◆ **Task brief**:
Output each line of the listing exactly, though pictures are not to appear.

◆ **Provided material**:
:::::

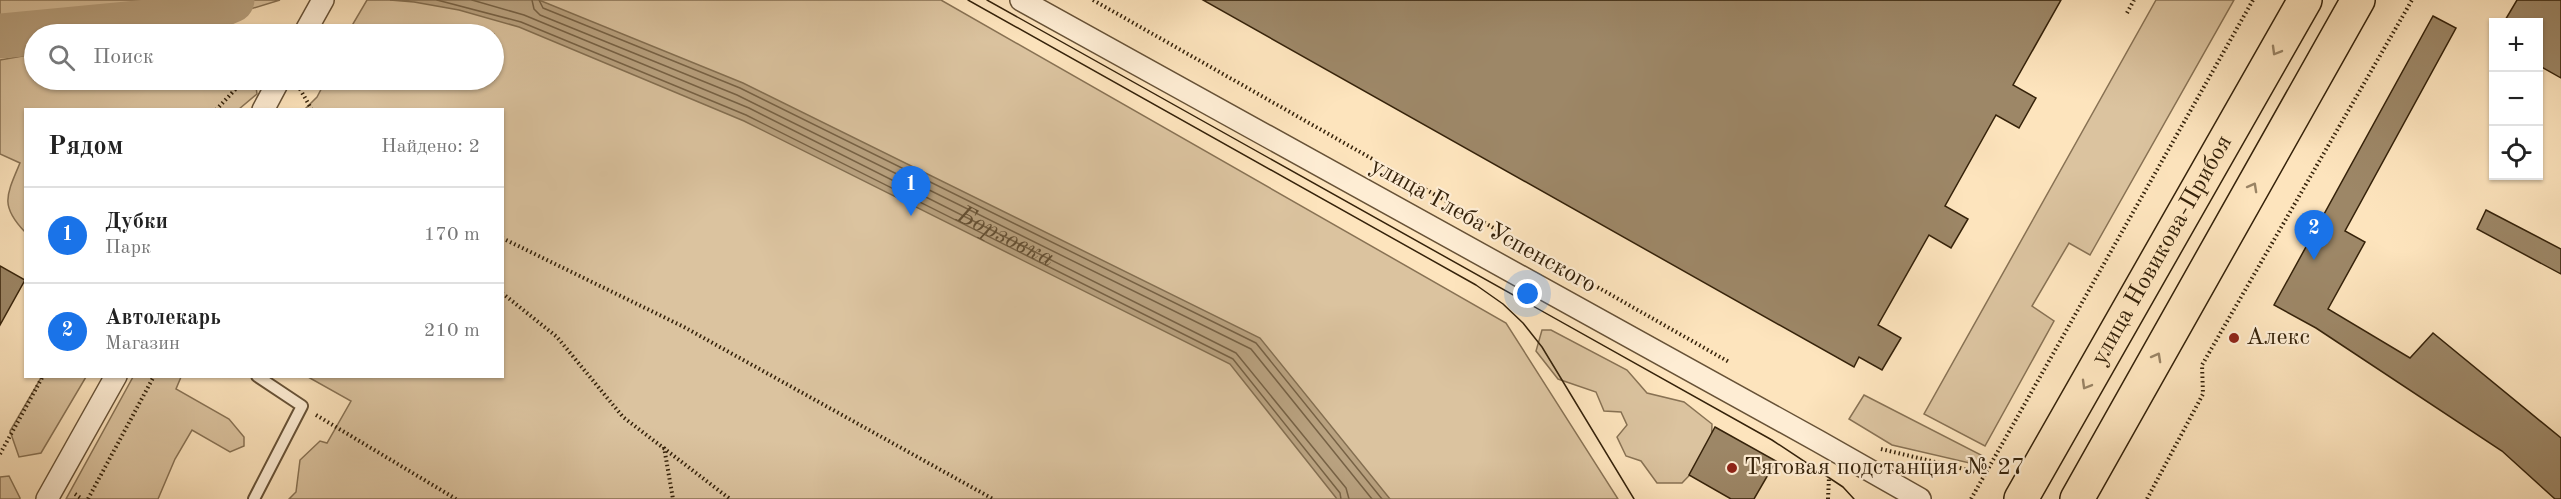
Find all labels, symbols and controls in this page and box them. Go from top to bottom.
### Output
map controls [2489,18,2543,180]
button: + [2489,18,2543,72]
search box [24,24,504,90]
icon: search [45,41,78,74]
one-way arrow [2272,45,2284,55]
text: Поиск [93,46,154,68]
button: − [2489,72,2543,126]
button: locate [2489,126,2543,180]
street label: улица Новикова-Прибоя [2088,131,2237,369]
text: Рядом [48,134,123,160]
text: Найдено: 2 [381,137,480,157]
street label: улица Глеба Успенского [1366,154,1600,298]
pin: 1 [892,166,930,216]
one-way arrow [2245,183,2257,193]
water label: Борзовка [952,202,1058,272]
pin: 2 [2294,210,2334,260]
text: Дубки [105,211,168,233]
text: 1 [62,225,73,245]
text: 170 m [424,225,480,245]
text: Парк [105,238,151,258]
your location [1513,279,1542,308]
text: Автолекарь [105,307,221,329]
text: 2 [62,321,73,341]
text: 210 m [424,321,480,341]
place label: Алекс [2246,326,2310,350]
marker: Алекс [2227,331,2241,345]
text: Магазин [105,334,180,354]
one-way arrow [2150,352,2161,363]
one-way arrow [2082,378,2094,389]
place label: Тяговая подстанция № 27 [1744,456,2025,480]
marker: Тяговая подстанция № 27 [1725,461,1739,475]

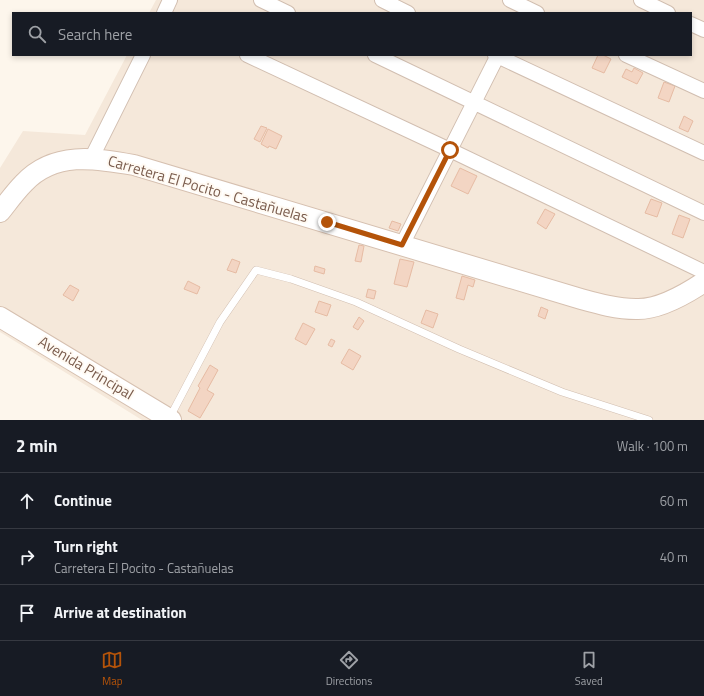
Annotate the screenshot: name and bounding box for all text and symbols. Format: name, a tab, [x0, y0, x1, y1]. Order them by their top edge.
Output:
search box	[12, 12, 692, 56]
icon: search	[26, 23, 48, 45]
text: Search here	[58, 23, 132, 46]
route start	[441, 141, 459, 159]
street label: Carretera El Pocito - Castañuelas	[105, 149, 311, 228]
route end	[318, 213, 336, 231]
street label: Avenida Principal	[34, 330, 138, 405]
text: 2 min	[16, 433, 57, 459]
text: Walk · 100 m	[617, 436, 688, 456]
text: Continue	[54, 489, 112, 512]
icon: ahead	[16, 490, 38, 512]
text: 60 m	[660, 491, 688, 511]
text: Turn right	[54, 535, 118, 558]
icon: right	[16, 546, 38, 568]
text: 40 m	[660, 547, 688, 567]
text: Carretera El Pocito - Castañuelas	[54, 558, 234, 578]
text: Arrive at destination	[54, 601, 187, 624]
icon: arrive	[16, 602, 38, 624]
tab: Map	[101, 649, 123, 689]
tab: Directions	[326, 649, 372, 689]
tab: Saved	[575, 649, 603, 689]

:::::

◆ **Solution to this problem**:
Find all labels, symbols and controls in this page and box them. Go from top to bottom.
### Output
map controls [2489,18,2543,180]
button: + [2489,18,2543,72]
search box [24,24,504,90]
icon: search [45,41,78,74]
one-way arrow [2272,45,2284,55]
text: Поиск [93,46,154,68]
button: − [2489,72,2543,126]
button: locate [2489,126,2543,180]
street label: улица Новикова-Прибоя [2088,131,2237,369]
text: Рядом [48,134,123,160]
text: Найдено: 2 [381,137,480,157]
street label: улица Глеба Успенского [1366,154,1600,298]
pin: 1 [892,166,930,216]
one-way arrow [2245,183,2257,193]
water label: Борзовка [952,202,1058,272]
pin: 2 [2294,210,2334,260]
text: Дубки [105,211,168,233]
text: 1 [62,225,73,245]
text: 170 m [424,225,480,245]
text: Парк [105,238,151,258]
your location [1513,279,1542,308]
text: Автолекарь [105,307,221,329]
text: 2 [62,321,73,341]
text: 210 m [424,321,480,341]
place label: Алекс [2246,326,2310,350]
marker: Алекс [2227,331,2241,345]
text: Магазин [105,334,180,354]
one-way arrow [2150,352,2161,363]
one-way arrow [2082,378,2094,389]
place label: Тяговая подстанция № 27 [1744,456,2025,480]
marker: Тяговая подстанция № 27 [1725,461,1739,475]

Annotate the screenshot: name and bounding box for all text and symbols. Format: name, a tab, [x0, y0, x1, y1]. Order them by their top edge.
Output:
search box	[12, 12, 692, 56]
icon: search	[26, 23, 48, 45]
text: Search here	[58, 23, 132, 46]
route start	[441, 141, 459, 159]
street label: Carretera El Pocito - Castañuelas	[105, 149, 311, 228]
route end	[318, 213, 336, 231]
street label: Avenida Principal	[34, 330, 138, 405]
text: 2 min	[16, 433, 57, 459]
text: Walk · 100 m	[617, 436, 688, 456]
text: Continue	[54, 489, 112, 512]
icon: ahead	[16, 490, 38, 512]
text: 60 m	[660, 491, 688, 511]
text: Turn right	[54, 535, 118, 558]
icon: right	[16, 546, 38, 568]
text: 40 m	[660, 547, 688, 567]
text: Carretera El Pocito - Castañuelas	[54, 558, 234, 578]
text: Arrive at destination	[54, 601, 187, 624]
icon: arrive	[16, 602, 38, 624]
tab: Map	[101, 649, 123, 689]
tab: Directions	[326, 649, 372, 689]
tab: Saved	[575, 649, 603, 689]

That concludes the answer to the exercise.